Purple Magazine
— S/S 2015 issue 23

Pierre Hardy

portrait by Gianni Oprandi

shoe designer
on human geometry

interview by OLIVIER ZAHM
photography by PIERRE EVEN
portraits by GIANNI OPRANDI

 

OLIVIER ZAHM — Do you have to isolate yourself to do your work?
PIERRE HARDY — No, not at all. There are plenty of things I do in vivo, way more than I did before. I used to sketch everything, 10 or 20 years ago. Nowadays I sketch a lot less. Drawing is a way to verify an idea, to make sure it works. In the past, I used the sketch to help me visualize the idea; I drew everything very precisely. Now I sometimes miss that need to sketch.

OLIVIER ZAHM — It’s also a way to hold onto the beginnings of a creation. And it’s a way of taking your time…
PIERRE HARDY — Yes, our rhythm has sped up considerably. The collections are not the same; we used to have six months to design a collection. Now it’s a month, maximum — and there’s also the “pre-collection.” There are two collections per season, and of course you still need the time to actually produce the line. The time for creation is no longer the same.

OLIVIER ZAHM — Why do you sketch less?
PIERRE HARDY — I now work mostly on models.
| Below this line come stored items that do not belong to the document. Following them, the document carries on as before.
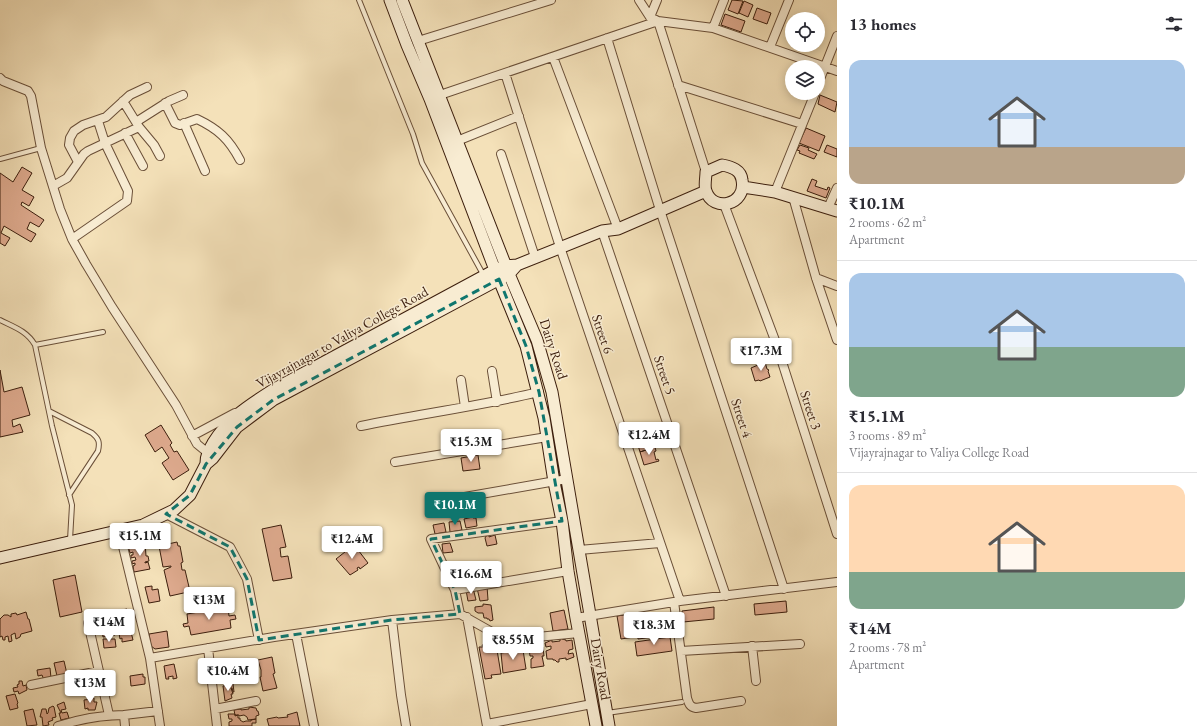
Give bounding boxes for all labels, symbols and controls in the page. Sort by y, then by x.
map controls [785,12,825,100]
button: locate [785,12,825,52]
text: 13 homes [849,13,916,35]
icon: filters [1163,13,1185,35]
button: layers [785,60,825,100]
icon: home [981,86,1053,158]
text: ₹10.1M [849,192,905,214]
text: 2 rooms · 62 m² [849,214,926,231]
text: Apartment [849,231,904,248]
street label: Vijayrajnagar to Valiya College Road [253,282,432,392]
icon: home [981,299,1053,371]
street label: Street 6 [588,312,618,356]
street label: Dairy Road [536,317,572,382]
pin: ₹17.3M [728,338,794,372]
text: ₹17.3M [740,342,782,359]
street label: Street 5 [650,353,680,397]
street label: Street 3 [796,388,826,432]
street label: Street 4 [727,396,757,440]
text: ₹15.1M [849,405,905,427]
pin: ₹12.4M [616,422,682,456]
text: ₹12.4M [628,426,670,443]
text: 3 rooms · 89 m² [849,427,926,444]
pin: ₹15.3M [438,429,504,463]
text: ₹15.3M [450,433,492,450]
text: Vijayrajnagar to Valiya College Road [849,444,1029,461]
pin: ₹10.1M [422,492,488,526]
text: ₹10.1M [434,496,476,513]
icon: home [981,511,1053,583]
pin: ₹15.1M [107,523,173,557]
pin: ₹12.4M [319,526,385,560]
text: ₹15.1M [119,527,161,544]
text: ₹12.4M [331,530,373,547]
pin: ₹16.6M [438,561,504,595]
text: ₹16.6M [450,565,492,582]
pin: ₹13M [185,587,233,621]
text: ₹13M [193,591,225,608]
pin: ₹14M [85,609,133,643]
pin: ₹18.3M [621,612,687,646]
text: ₹14M [93,613,125,630]
text: ₹18.3M [633,616,675,633]
text: ₹14M [849,617,892,639]
pin: ₹8.55M [480,627,546,661]
text: ₹8.55M [492,631,534,648]
street label: Dairy Road [587,637,615,702]
text: 2 rooms · 78 m² [849,639,926,656]
text: Apartment [849,656,904,673]
pin: ₹10.4M [195,658,261,692]
text: ₹10.4M [207,662,249,679]
pin: ₹13M [66,670,114,704]
text: ₹13M [74,674,106,691]

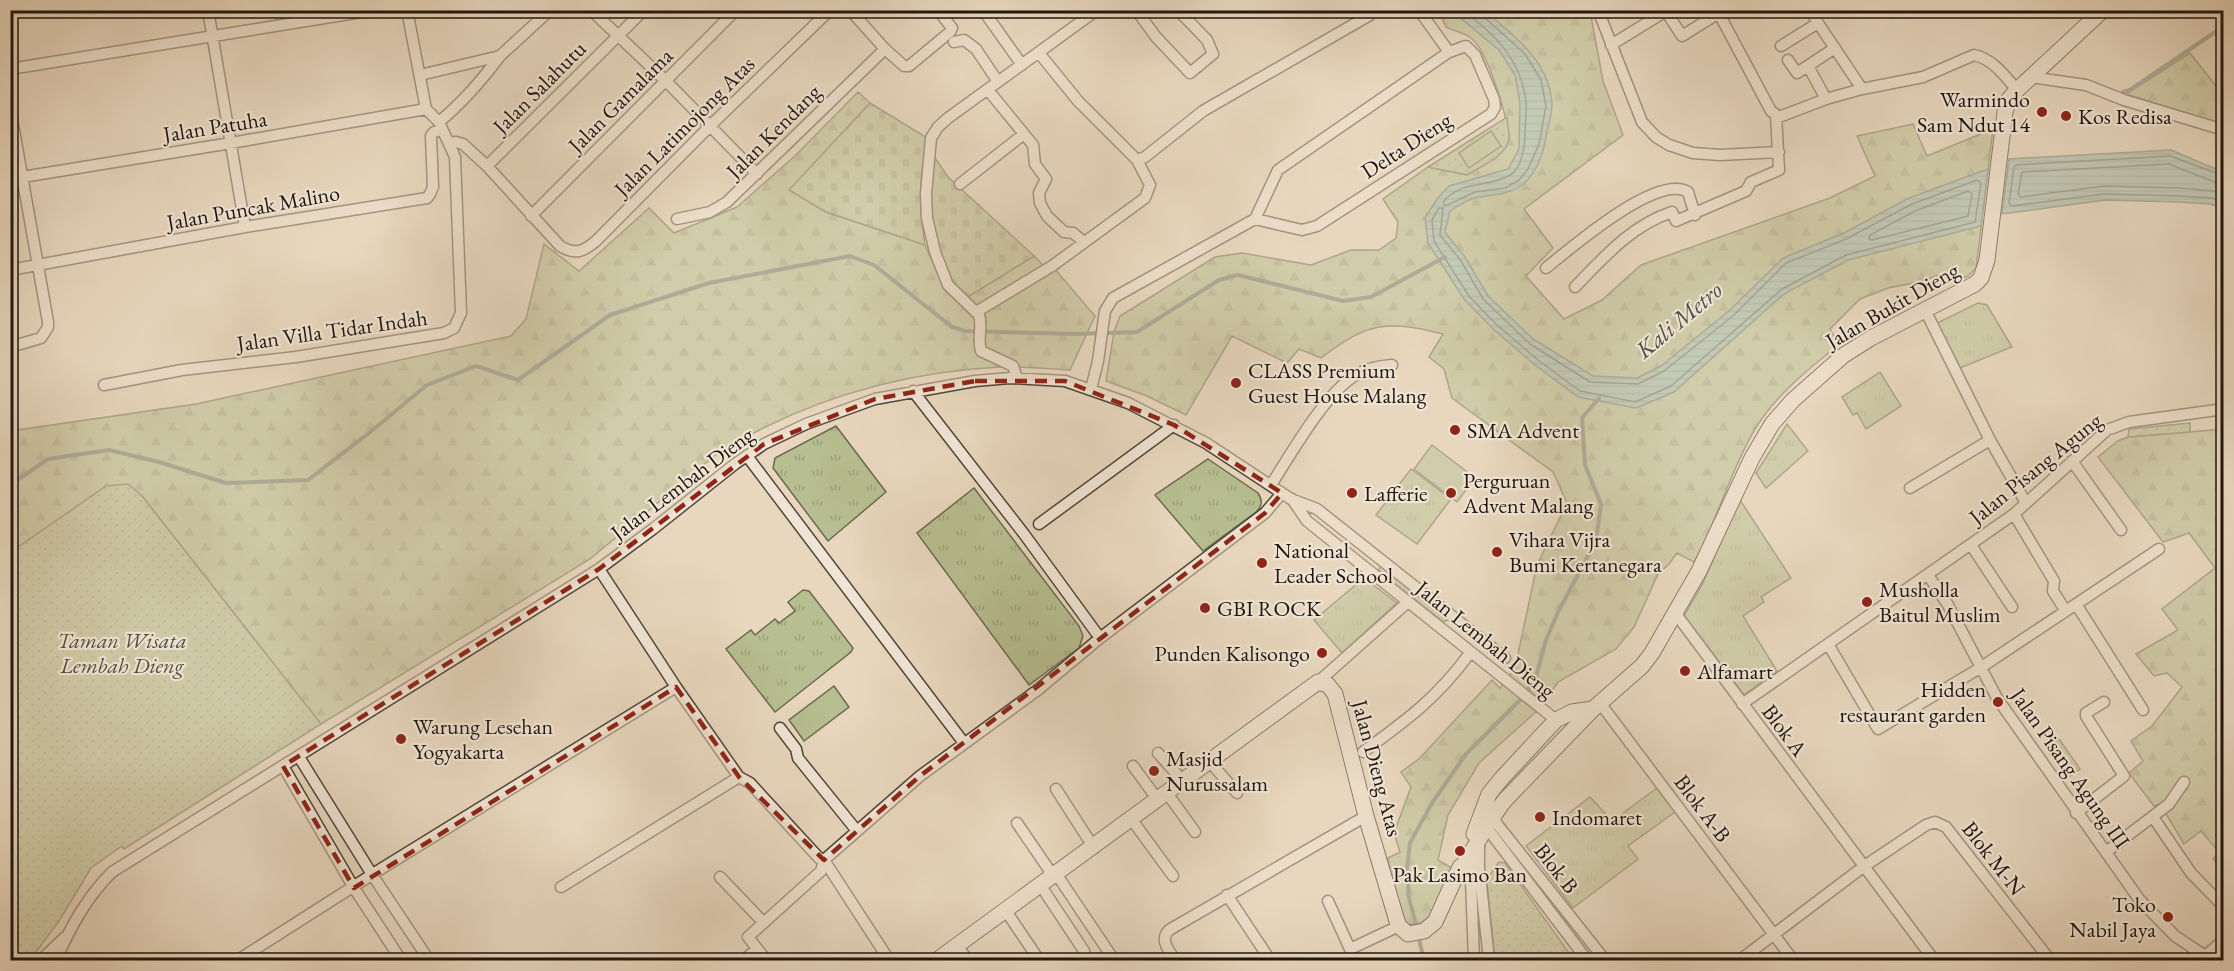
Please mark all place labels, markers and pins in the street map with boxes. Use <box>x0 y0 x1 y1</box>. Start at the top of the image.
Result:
place label: Warmindo Sam Ndut 14 <box>1917 85 2030 139</box>
place label: Kos Redisa <box>2078 102 2172 131</box>
marker: Warmindo Sam Ndut 14 <box>2035 105 2049 119</box>
marker: Kos Redisa <box>2059 109 2073 123</box>
place label: CLASS Premium Guest House Malang <box>1248 356 1427 410</box>
marker: CLASS Premium Guest House Malang <box>1229 376 1243 390</box>
place label: SMA Advent <box>1467 416 1579 445</box>
marker: SMA Advent <box>1448 423 1462 437</box>
place label: Perguruan Advent Malang <box>1462 466 1594 520</box>
place label: Lafferie <box>1364 479 1428 508</box>
marker: Lafferie <box>1345 486 1359 500</box>
marker: Perguruan Advent Malang <box>1444 486 1458 500</box>
place label: Vihara Vijra Bumi Kertanegara <box>1509 525 1662 579</box>
place label: National Leader School <box>1274 536 1393 590</box>
marker: Vihara Vijra Bumi Kertanegara <box>1490 545 1504 559</box>
marker: National Leader School <box>1255 556 1269 570</box>
place label: Musholla Baitul Muslim <box>1879 575 2001 629</box>
place label: GBI ROCK <box>1217 594 1322 623</box>
marker: Musholla Baitul Muslim <box>1860 595 1874 609</box>
marker: GBI ROCK <box>1198 601 1212 615</box>
place label: Punden Kalisongo <box>1154 639 1310 668</box>
marker: Punden Kalisongo <box>1315 646 1329 660</box>
place label: Alfamart <box>1696 657 1773 686</box>
marker: Alfamart <box>1678 664 1692 678</box>
place label: Hidden restaurant garden <box>1840 675 1986 729</box>
marker: Hidden restaurant garden <box>1991 695 2005 709</box>
place label: Warung Lesehan Yogyakarta <box>413 712 553 766</box>
marker: Warung Lesehan Yogyakarta <box>394 732 408 746</box>
place label: Masjid Nurussalam <box>1166 744 1268 798</box>
marker: Masjid Nurussalam <box>1147 764 1161 778</box>
place label: Indomaret <box>1552 803 1642 832</box>
marker: Indomaret <box>1533 810 1547 824</box>
marker: Pak Lasimo Ban <box>1453 844 1467 858</box>
place label: Pak Lasimo Ban <box>1393 860 1528 889</box>
place label: Toko Nabil Jaya <box>2069 890 2156 944</box>
marker: Toko Nabil Jaya <box>2161 910 2175 924</box>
We now launch more products, which we have manipulated in 3-D, with real objects we deconstructed and glued back together. We do more real-time futzing and fixing, so fewer sketches.

OLIVIER ZAHM — Do you use 3-D printers?
PIERRE HARDY — No. There is stuff that is better. There are programs that can take your drawing and transform it into three dimensions, then you can work with it in detail and correct the drawing and its volumes. At the same time, it can generate your patterns almost simultaneously. But I don’t do that stuff yet. I’m much more low-tech. I like playing with my models, everything being handmade…

OLIVIER ZAHM — Are you inspired by futurism and sci-fi?
PIERRE HARDY — Yes. I like the idea of projecting yourself into the future, prospecting. But innovation has nothing to do with the technology of the way you achieve it. Here, the process takes place in a studio where we shape, we cut, we put stuff back together. We use a computer to print things, but not so much for creation. More for the final polishing of our ideas.

OLIVIER ZAHM — Is it still possible to create new shapes?
PIERRE HARDY — When you look at fashion photos, the shoes and the hairstyles are the two things that allow you to date them precisely. They are extremely strong stylistic indexes. These days, we’re so mired in a stew of vintage repetition, you have no idea! There are attempts, at Dior and Céline, for example, to not continually reminisce. I seek newness and innovation.
I do not copy. I reinterpret.

OLIVIER ZAHM — Do you have a lot of people working at the design studio?
PIERRE HARDY — There are three of us.

Black-and-white printed lily lamb leather heels, PIERRE HARDY

OLIVIER ZAHM — And you work together?
PIERRE HARDY — Yes. It allows us to immediately communicate an idea, to let it go, to come back to it. There are things that can be done without me. We experiment a lot; it’s really like a laboratory. Afterward, my assistant ties it all together, and I look at it.

OLIVIER ZAHM — You don’t draw the heels?
PIERRE HARDY — For heels, it’s important to draw them because they must be exactly how I want them — the curve of a high heel must be perfect, down to the millimeter even. When we do a new kind of heel, I draw it very precisely. I need it to be exactly like the drawing. It is not an idea or an impression.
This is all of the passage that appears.